Search our Archives:

Opinion & Society


A Green Yarmulke

By David Jacobson

As I was sitting at the bus stop at the end of a long school day, with my head turned to the side, as I spoke to a friend, I heard a loud voice – obviously that of a local farm-boy– calling from behind me: "Hey kid! Ya know ya got a green thing on yer head?" Realizing he was talking about my green suede yarmulke, I pretended to freak out, yelling crazily, "OH MY GOSH! WHAT IS IT! GET IT OFF ME!??!?!?!" He ran away screaming, apparently terrified of the "green thing."

A different time, I was at the bank, and another person took note of that same green thing. My teller, a heavy black lady, said to me, "Hey, I bet you're Jewish…Do you gotta eat that kosher food?" Replying that, yes, I did in fact have to adhere to the set of Jewish dietary laws, she immediately expounded on the benefits of eating kosher: "Yeah, sometimes I buy my kids that stuff…It's so good fo' yo' body! Especially the chicken…WOW IS THAT HEALTHY!"

Yet another person, walking in the opposite direction on campus, noticed my yarmulke and said, "Could you explain to me the difference between the Ultra-Orthodox Jews and Modern Orthodox Jews?" I didn't give him a very thorough answer – he had caught me sprinting after the bus I had just missed – but it still made an impact on me that a total stranger, in the middle of the prairie, would stop me and ask a question about religious Judaism.

All of these incidents made me think – not about the differences between the Orthodox and Ultra-Orthodox; not about the health benefits of kosher food; but about the "green thing" on my head, about being an observant Jew in the middle of Jewish nowhere.

My parents moved to Illinois from New York City in the late 60's, expecting to stay until my eldest brother, Mike, reached elementary school age, when they would leave for a larger Jewish community that could supply a religious education for him.

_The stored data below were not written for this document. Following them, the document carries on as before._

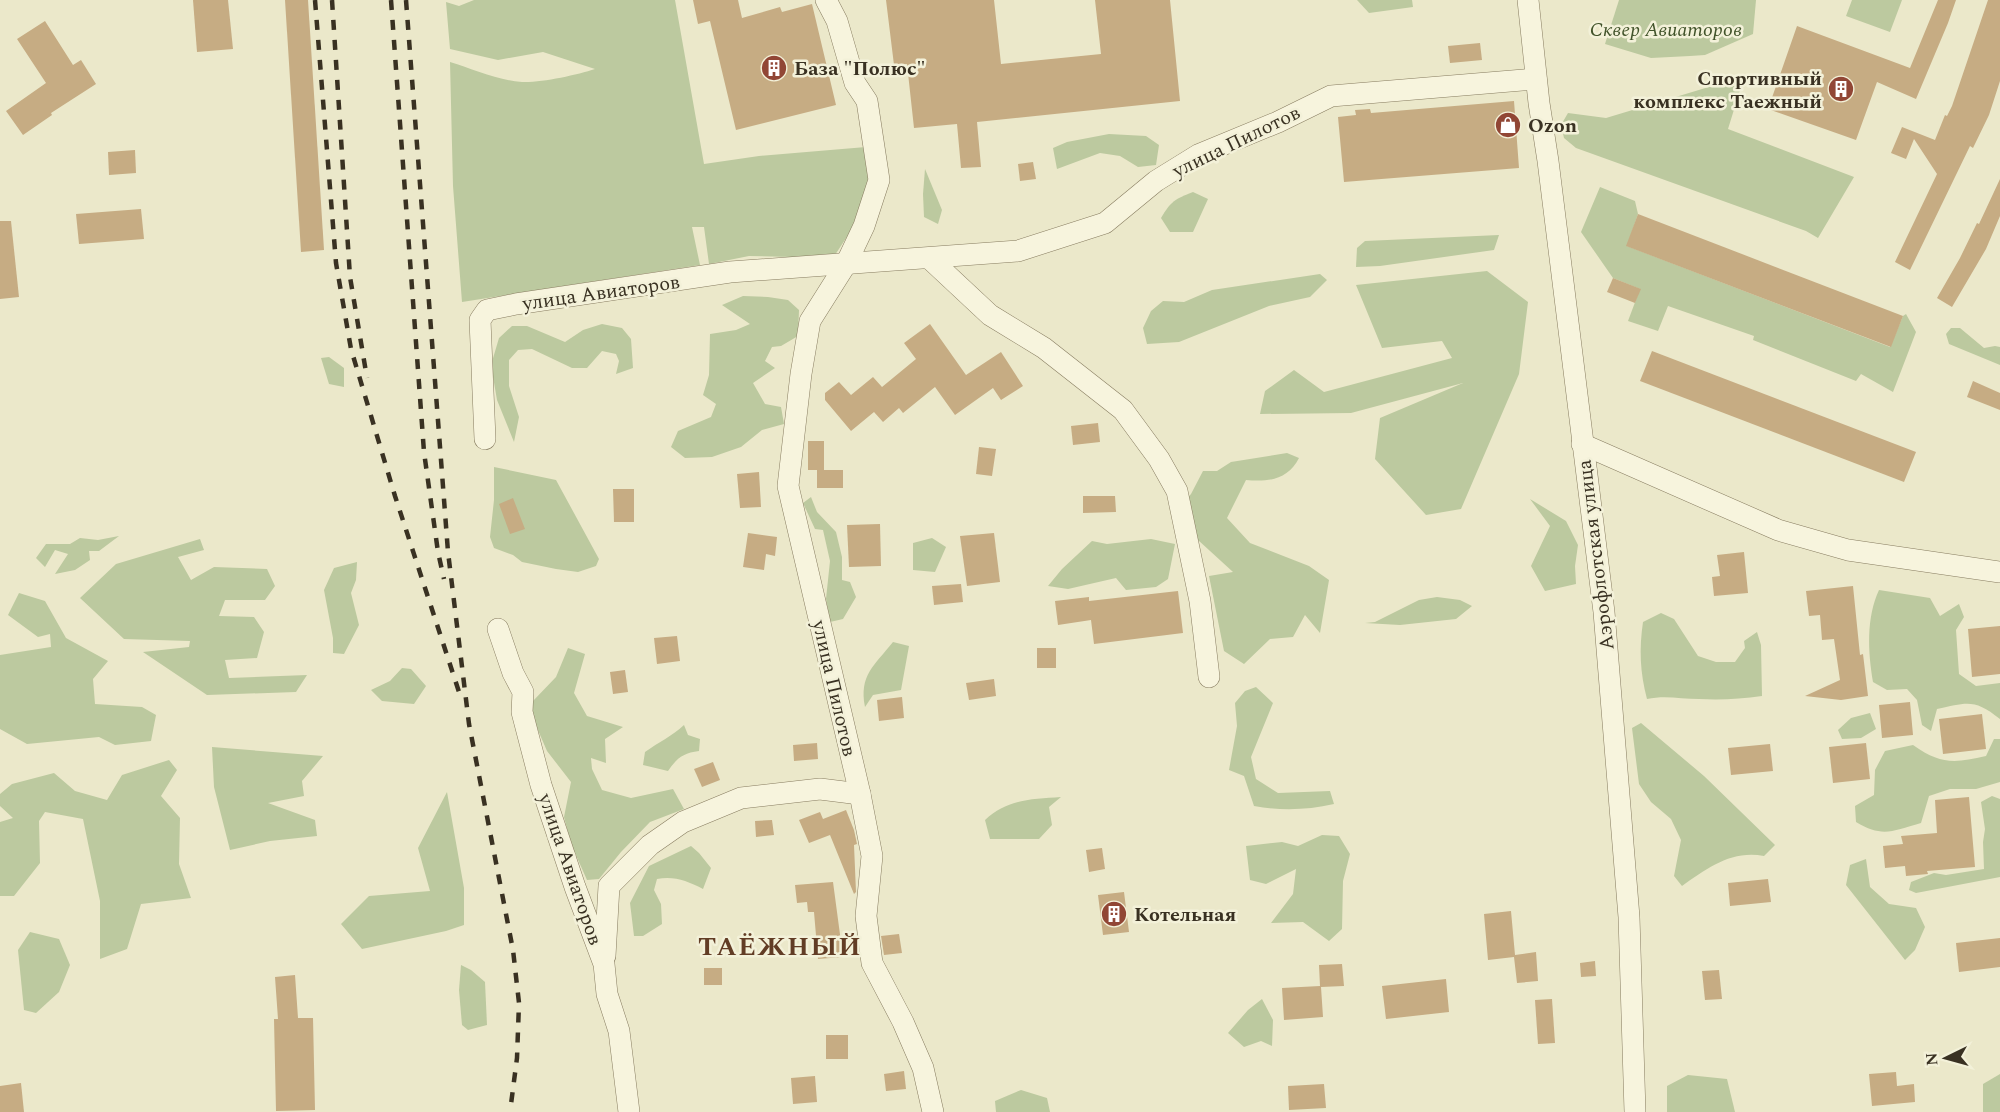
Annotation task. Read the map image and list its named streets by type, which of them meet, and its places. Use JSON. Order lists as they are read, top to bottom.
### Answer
{
  "streets": {
    "street": ["улица Пилотов", "улица Авиаторов", "Аэрофлотская улица"]
  },
  "crossings": [
    ["улица Пилотов", "улица Авиаторов"],
    ["улица Пилотов", "Аэрофлотская улица"]
  ],
  "districts": ["ТАЁЖНЫЙ"],
  "parks": ["Сквер Авиаторов"],
  "places": {
    "building": ["База \"Полюс\"", "Спортивный комплекс Таежный", "Котельная"],
    "shop": ["Ozon"]
  },
  "north": "left"
}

They liked it here, though, and their plans worked out differently: a quarter century later, they're still here, the last of their four sons soon to complete his Champaign-Urbana education (hopefully). I, that son, have been educated in Jewish disciplines by my father and mother, and have been an active participant in the Champaign/Urbana/campus Jewish community for a good portion of my life.

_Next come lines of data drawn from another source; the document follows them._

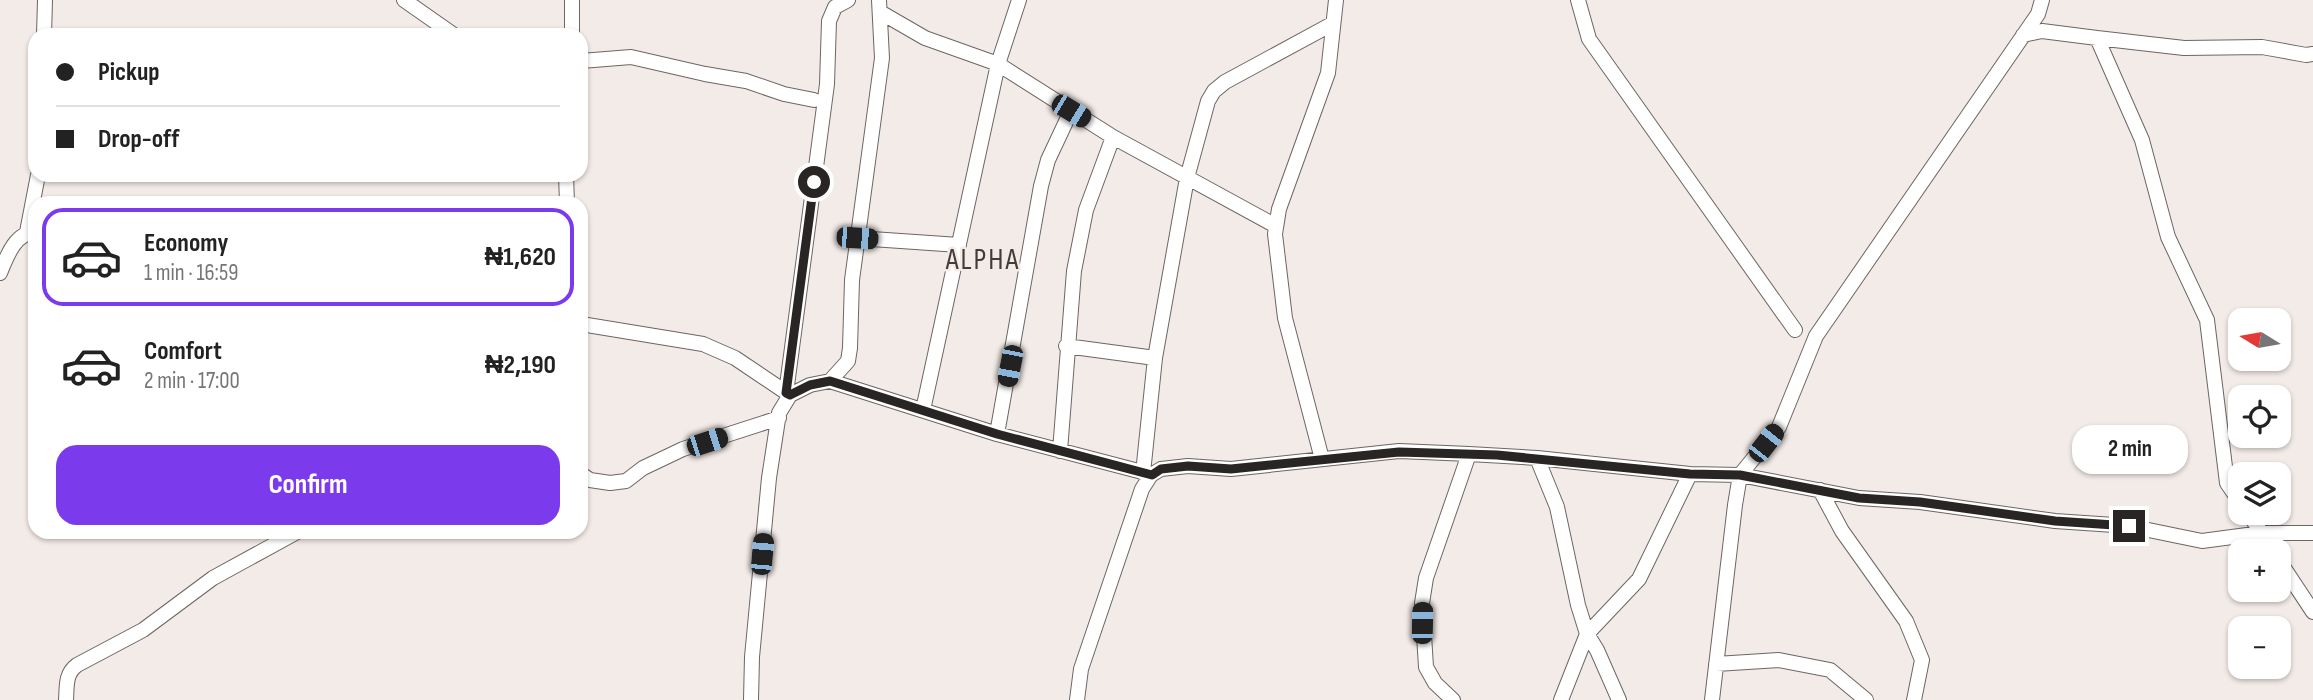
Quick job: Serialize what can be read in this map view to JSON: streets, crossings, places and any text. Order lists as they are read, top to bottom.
{
  "districts": ["ALPHA"],
  "north": "left",
  "page": {
    "banner": ["Pickup", "Drop-off"],
    "list": [
      {
        "name": "Economy",
        "note": "1 min · 16:59",
        "value": "₦1,620"
      },
      {
        "name": "Comfort",
        "note": "2 min · 17:00",
        "value": "₦2,190"
      }
    ],
    "map_buttons": ["+", "−"],
    "bubble": "2 min",
    "buttons": "Confirm"
  }
}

It is difficult being one of the only members of any specific group. I am one of two religious Jewish high-school-age males in the county. Therefore, the social group I find myself in is not an overly Jewish one. The many laws, customs, and restrictions to which I am bound, they are completely exempt from. When my friends go out on campus for lunch, my "lunch" is either Baskin-Robbins, the only kosher "restaurant" on campus, or a brown bag lunch from home. When my friends party on Friday nights, the beginning of the Sabbath, I stay home. Every morning, I have to wake forty-five minutes earlier than I otherwise would to pray. These things used to bother me tremendously. I would enter the fast-food place with my friends, smelling the savory odors of grease and food that was not kosher, and wanted just to be able to order. I would sit home Friday nights with my family, and constantly in the back of my mind was the refrain: "What am I doing home when my friends are all out?" in the annoyed tone reminiscent of the Corn Pops ™ television commercials of the early 90's. Some mornings I would fall back asleep instead of praying, annoyed that I had to be the one to wake up early.

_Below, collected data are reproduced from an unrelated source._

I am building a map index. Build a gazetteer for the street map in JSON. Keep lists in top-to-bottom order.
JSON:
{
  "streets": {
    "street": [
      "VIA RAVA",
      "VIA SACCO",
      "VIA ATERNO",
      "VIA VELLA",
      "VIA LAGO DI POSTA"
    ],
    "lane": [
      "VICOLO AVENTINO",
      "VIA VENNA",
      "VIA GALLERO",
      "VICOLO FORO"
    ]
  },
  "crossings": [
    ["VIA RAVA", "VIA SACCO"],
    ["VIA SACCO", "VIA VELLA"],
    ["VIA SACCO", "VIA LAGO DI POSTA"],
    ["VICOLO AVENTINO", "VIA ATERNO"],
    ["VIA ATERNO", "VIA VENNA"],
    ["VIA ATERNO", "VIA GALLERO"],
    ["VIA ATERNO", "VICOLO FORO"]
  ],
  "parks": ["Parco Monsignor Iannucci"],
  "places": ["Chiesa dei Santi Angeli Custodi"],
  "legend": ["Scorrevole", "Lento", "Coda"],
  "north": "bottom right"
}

But all this changed. People would walk up to me and ask me questions, which made me think about my role as a Jew in a community with few Jews. I began to actually enjoy the nightly hour spent learning Hebrew with my father. In the summer of 1997, after I completed my sixth year at a Jewish summer camp in Wisconsin, I took my first trip to Israel, the land of my birth, in over twelve years. Although the program was advertised primarily as a basketball camp, it was much, much, more. Lectures in Judaism took up a good part of every day, and at least two weeks were spent touring Israel. The lectures were about topics that had never been presented to me before, topics that interested me and provoked questions in my mind. I toured many of the holy places in Israel, learning about my heritage and experiencing my history. Before my arrival in Israel, I had thought, "The trip should be fun, but I doubt I'll be inspired or anything…." I couldn't have been more wrong: I came home inspired, with a new, better understanding of Judaism and, for the first time in years, an actual feeling of privilege to be a Jew.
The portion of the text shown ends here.